Task brief:
Once the pictures are set aside, copy the data below exactly as it stands.

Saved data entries
__________

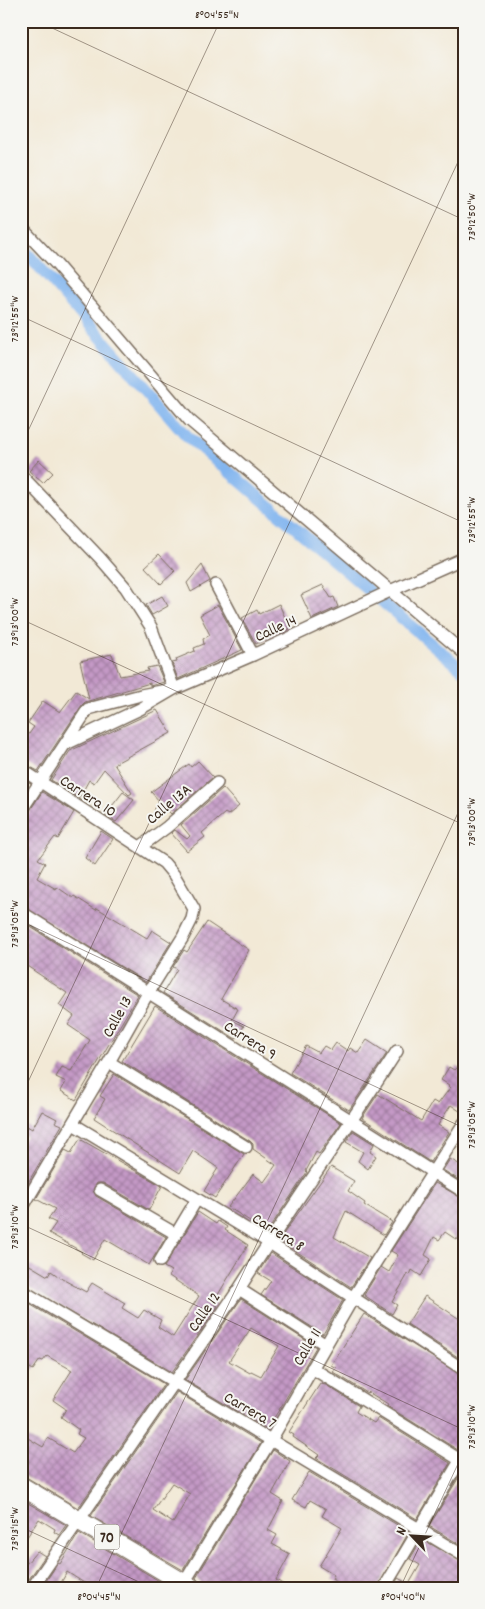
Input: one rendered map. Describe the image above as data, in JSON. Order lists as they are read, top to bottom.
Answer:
{
  "streets": {
    "main road": ["70"],
    "street": [
      "Calle 14",
      "Carrera 10",
      "Calle 13A",
      "Calle 13",
      "Carrera 9",
      "Carrera 8",
      "Calle 12",
      "Calle 11",
      "Carrera 7"
    ]
  },
  "crossings": [
    ["Calle 14", "Carrera 10"],
    ["Carrera 10", "Calle 13A"],
    ["Carrera 10", "Calle 13"],
    ["Calle 13A", "Calle 13"],
    ["Calle 13", "Carrera 9"],
    ["Calle 13", "Carrera 8"],
    ["Carrera 9", "Calle 12"],
    ["Carrera 9", "Calle 11"],
    ["Carrera 8", "Calle 12"],
    ["Carrera 8", "Calle 11"],
    ["Calle 12", "Carrera 7"],
    ["Calle 12", "70"],
    ["Calle 11", "Carrera 7"],
    ["Calle 11", "70"]
  ],
  "north": "top left",
  "coordinates": [
    "8°04'55\"N",
    "73°12'50\"W",
    "73°12'55\"W",
    "73°13'00\"W",
    "73°13'05\"W",
    "73°13'10\"W",
    "73°13'15\"W",
    "8°04'45\"N",
    "8°04'40\"N"
  ]
}
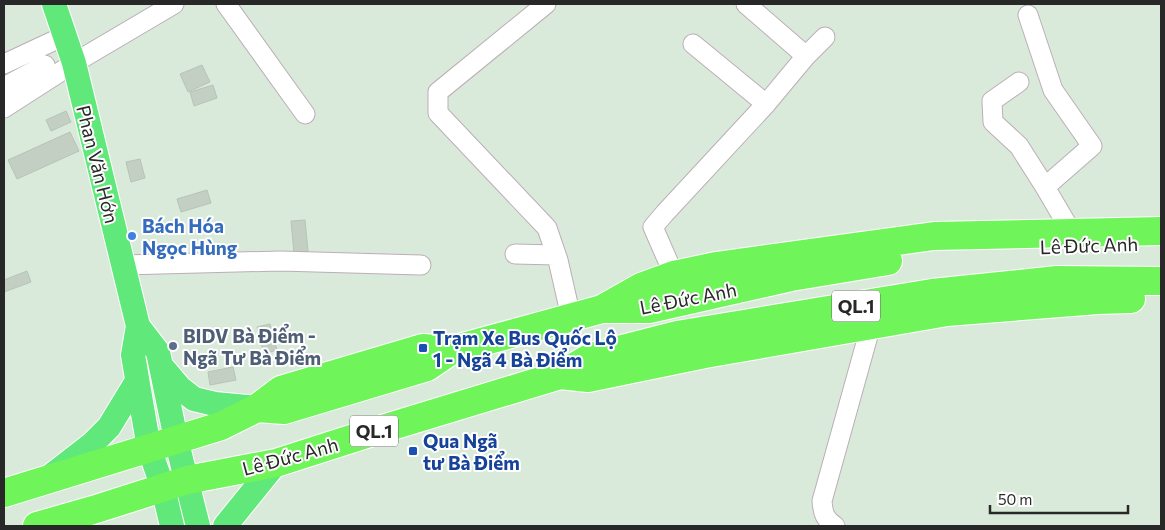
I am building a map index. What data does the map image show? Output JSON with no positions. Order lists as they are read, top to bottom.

__________

Output for this task:
Input: one rendered map. Describe the image above as data, in JSON. Order lists as they are read, top to bottom.
Answer:
{
  "streets": {
    "main road": ["70"],
    "street": [
      "Calle 14",
      "Carrera 10",
      "Calle 13A",
      "Calle 13",
      "Carrera 9",
      "Carrera 8",
      "Calle 12",
      "Calle 11",
      "Carrera 7"
    ]
  },
  "crossings": [
    ["Calle 14", "Carrera 10"],
    ["Carrera 10", "Calle 13A"],
    ["Carrera 10", "Calle 13"],
    ["Calle 13A", "Calle 13"],
    ["Calle 13", "Carrera 9"],
    ["Calle 13", "Carrera 8"],
    ["Carrera 9", "Calle 12"],
    ["Carrera 9", "Calle 11"],
    ["Carrera 8", "Calle 12"],
    ["Carrera 8", "Calle 11"],
    ["Calle 12", "Carrera 7"],
    ["Calle 12", "70"],
    ["Calle 11", "Carrera 7"],
    ["Calle 11", "70"]
  ],
  "north": "top left",
  "coordinates": [
    "8°04'55\"N",
    "73°12'50\"W",
    "73°12'55\"W",
    "73°13'00\"W",
    "73°13'05\"W",
    "73°13'10\"W",
    "73°13'15\"W",
    "8°04'45\"N",
    "8°04'40\"N"
  ]
}
I am building a map index. What data does the map image show? Output JSON with no positions. Order lists as they are read, top to bottom.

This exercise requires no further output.